[Opening DATA FOR PROCESSING section]
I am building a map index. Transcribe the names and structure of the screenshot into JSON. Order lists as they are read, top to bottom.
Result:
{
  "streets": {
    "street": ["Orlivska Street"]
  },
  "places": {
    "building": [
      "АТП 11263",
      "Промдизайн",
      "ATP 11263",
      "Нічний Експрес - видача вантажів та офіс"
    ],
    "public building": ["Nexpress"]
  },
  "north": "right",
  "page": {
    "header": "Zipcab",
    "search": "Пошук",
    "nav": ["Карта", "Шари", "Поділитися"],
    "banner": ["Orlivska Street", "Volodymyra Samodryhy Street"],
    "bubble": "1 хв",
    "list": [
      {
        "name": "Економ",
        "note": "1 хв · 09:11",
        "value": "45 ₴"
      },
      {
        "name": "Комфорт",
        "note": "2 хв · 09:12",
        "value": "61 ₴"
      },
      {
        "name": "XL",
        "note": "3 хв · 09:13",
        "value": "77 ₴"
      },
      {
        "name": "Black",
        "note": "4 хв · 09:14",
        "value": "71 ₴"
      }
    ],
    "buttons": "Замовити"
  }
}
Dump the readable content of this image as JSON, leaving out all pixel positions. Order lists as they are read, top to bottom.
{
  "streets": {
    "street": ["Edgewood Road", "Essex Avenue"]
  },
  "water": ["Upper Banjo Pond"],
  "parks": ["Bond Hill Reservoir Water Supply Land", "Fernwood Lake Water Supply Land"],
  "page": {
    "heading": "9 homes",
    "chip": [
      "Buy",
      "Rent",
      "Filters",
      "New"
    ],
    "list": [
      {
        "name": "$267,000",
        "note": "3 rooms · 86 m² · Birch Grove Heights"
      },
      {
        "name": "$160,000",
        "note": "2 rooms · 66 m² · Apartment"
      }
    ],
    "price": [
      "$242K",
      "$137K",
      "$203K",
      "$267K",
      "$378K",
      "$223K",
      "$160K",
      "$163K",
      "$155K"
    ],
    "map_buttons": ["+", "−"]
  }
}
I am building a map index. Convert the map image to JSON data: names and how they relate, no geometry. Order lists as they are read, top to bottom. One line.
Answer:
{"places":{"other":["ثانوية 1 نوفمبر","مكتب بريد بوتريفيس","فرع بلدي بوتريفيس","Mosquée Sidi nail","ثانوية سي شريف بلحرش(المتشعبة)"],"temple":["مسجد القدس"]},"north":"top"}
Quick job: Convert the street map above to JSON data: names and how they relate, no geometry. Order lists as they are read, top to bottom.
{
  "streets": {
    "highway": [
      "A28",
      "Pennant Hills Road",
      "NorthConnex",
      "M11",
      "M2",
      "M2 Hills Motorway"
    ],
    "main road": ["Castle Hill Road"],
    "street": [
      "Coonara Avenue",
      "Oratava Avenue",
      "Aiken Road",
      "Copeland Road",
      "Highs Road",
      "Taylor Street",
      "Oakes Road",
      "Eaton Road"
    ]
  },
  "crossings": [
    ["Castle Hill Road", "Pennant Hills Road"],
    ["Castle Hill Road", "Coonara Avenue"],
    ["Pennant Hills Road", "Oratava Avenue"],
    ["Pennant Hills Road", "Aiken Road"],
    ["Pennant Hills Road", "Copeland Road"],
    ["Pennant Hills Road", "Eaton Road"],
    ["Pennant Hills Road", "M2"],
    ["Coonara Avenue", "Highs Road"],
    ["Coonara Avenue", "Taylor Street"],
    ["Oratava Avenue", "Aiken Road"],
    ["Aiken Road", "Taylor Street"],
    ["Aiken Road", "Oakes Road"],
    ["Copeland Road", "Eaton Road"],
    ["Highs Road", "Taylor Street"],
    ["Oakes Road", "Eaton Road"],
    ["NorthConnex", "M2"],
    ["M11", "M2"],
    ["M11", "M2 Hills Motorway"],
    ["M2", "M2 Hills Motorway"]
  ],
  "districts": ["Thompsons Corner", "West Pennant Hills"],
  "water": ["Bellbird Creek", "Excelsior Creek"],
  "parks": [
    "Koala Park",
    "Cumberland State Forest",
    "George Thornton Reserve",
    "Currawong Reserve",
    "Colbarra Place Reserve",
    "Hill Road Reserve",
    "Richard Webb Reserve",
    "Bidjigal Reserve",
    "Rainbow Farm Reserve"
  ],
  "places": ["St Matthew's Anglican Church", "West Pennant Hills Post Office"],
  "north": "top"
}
[Closing DATA FOR PROCESSING section]
EXERCISE AIM:
Return every record in full, word for word.

SOLUTION TO THIS EXERCISE:
I am building a map index. Transcribe the names and structure of the screenshot into JSON. Order lists as they are read, top to bottom.
Result:
{
  "streets": {
    "street": ["Orlivska Street"]
  },
  "places": {
    "building": [
      "АТП 11263",
      "Промдизайн",
      "ATP 11263",
      "Нічний Експрес - видача вантажів та офіс"
    ],
    "public building": ["Nexpress"]
  },
  "north": "right",
  "page": {
    "header": "Zipcab",
    "search": "Пошук",
    "nav": ["Карта", "Шари", "Поділитися"],
    "banner": ["Orlivska Street", "Volodymyra Samodryhy Street"],
    "bubble": "1 хв",
    "list": [
      {
        "name": "Економ",
        "note": "1 хв · 09:11",
        "value": "45 ₴"
      },
      {
        "name": "Комфорт",
        "note": "2 хв · 09:12",
        "value": "61 ₴"
      },
      {
        "name": "XL",
        "note": "3 хв · 09:13",
        "value": "77 ₴"
      },
      {
        "name": "Black",
        "note": "4 хв · 09:14",
        "value": "71 ₴"
      }
    ],
    "buttons": "Замовити"
  }
}
Dump the readable content of this image as JSON, leaving out all pixel positions. Order lists as they are read, top to bottom.
{
  "streets": {
    "street": ["Edgewood Road", "Essex Avenue"]
  },
  "water": ["Upper Banjo Pond"],
  "parks": ["Bond Hill Reservoir Water Supply Land", "Fernwood Lake Water Supply Land"],
  "page": {
    "heading": "9 homes",
    "chip": [
      "Buy",
      "Rent",
      "Filters",
      "New"
    ],
    "list": [
      {
        "name": "$267,000",
        "note": "3 rooms · 86 m² · Birch Grove Heights"
      },
      {
        "name": "$160,000",
        "note": "2 rooms · 66 m² · Apartment"
      }
    ],
    "price": [
      "$242K",
      "$137K",
      "$203K",
      "$267K",
      "$378K",
      "$223K",
      "$160K",
      "$163K",
      "$155K"
    ],
    "map_buttons": ["+", "−"]
  }
}
I am building a map index. Convert the map image to JSON data: names and how they relate, no geometry. Order lists as they are read, top to bottom. One line.
Answer:
{"places":{"other":["ثانوية 1 نوفمبر","مكتب بريد بوتريفيس","فرع بلدي بوتريفيس","Mosquée Sidi nail","ثانوية سي شريف بلحرش(المتشعبة)"],"temple":["مسجد القدس"]},"north":"top"}
Quick job: Convert the street map above to JSON data: names and how they relate, no geometry. Order lists as they are read, top to bottom.
{
  "streets": {
    "highway": [
      "A28",
      "Pennant Hills Road",
      "NorthConnex",
      "M11",
      "M2",
      "M2 Hills Motorway"
    ],
    "main road": ["Castle Hill Road"],
    "street": [
      "Coonara Avenue",
      "Oratava Avenue",
      "Aiken Road",
      "Copeland Road",
      "Highs Road",
      "Taylor Street",
      "Oakes Road",
      "Eaton Road"
    ]
  },
  "crossings": [
    ["Castle Hill Road", "Pennant Hills Road"],
    ["Castle Hill Road", "Coonara Avenue"],
    ["Pennant Hills Road", "Oratava Avenue"],
    ["Pennant Hills Road", "Aiken Road"],
    ["Pennant Hills Road", "Copeland Road"],
    ["Pennant Hills Road", "Eaton Road"],
    ["Pennant Hills Road", "M2"],
    ["Coonara Avenue", "Highs Road"],
    ["Coonara Avenue", "Taylor Street"],
    ["Oratava Avenue", "Aiken Road"],
    ["Aiken Road", "Taylor Street"],
    ["Aiken Road", "Oakes Road"],
    ["Copeland Road", "Eaton Road"],
    ["Highs Road", "Taylor Street"],
    ["Oakes Road", "Eaton Road"],
    ["NorthConnex", "M2"],
    ["M11", "M2"],
    ["M11", "M2 Hills Motorway"],
    ["M2", "M2 Hills Motorway"]
  ],
  "districts": ["Thompsons Corner", "West Pennant Hills"],
  "water": ["Bellbird Creek", "Excelsior Creek"],
  "parks": [
    "Koala Park",
    "Cumberland State Forest",
    "George Thornton Reserve",
    "Currawong Reserve",
    "Colbarra Place Reserve",
    "Hill Road Reserve",
    "Richard Webb Reserve",
    "Bidjigal Reserve",
    "Rainbow Farm Reserve"
  ],
  "places": ["St Matthew's Anglican Church", "West Pennant Hills Post Office"],
  "north": "top"
}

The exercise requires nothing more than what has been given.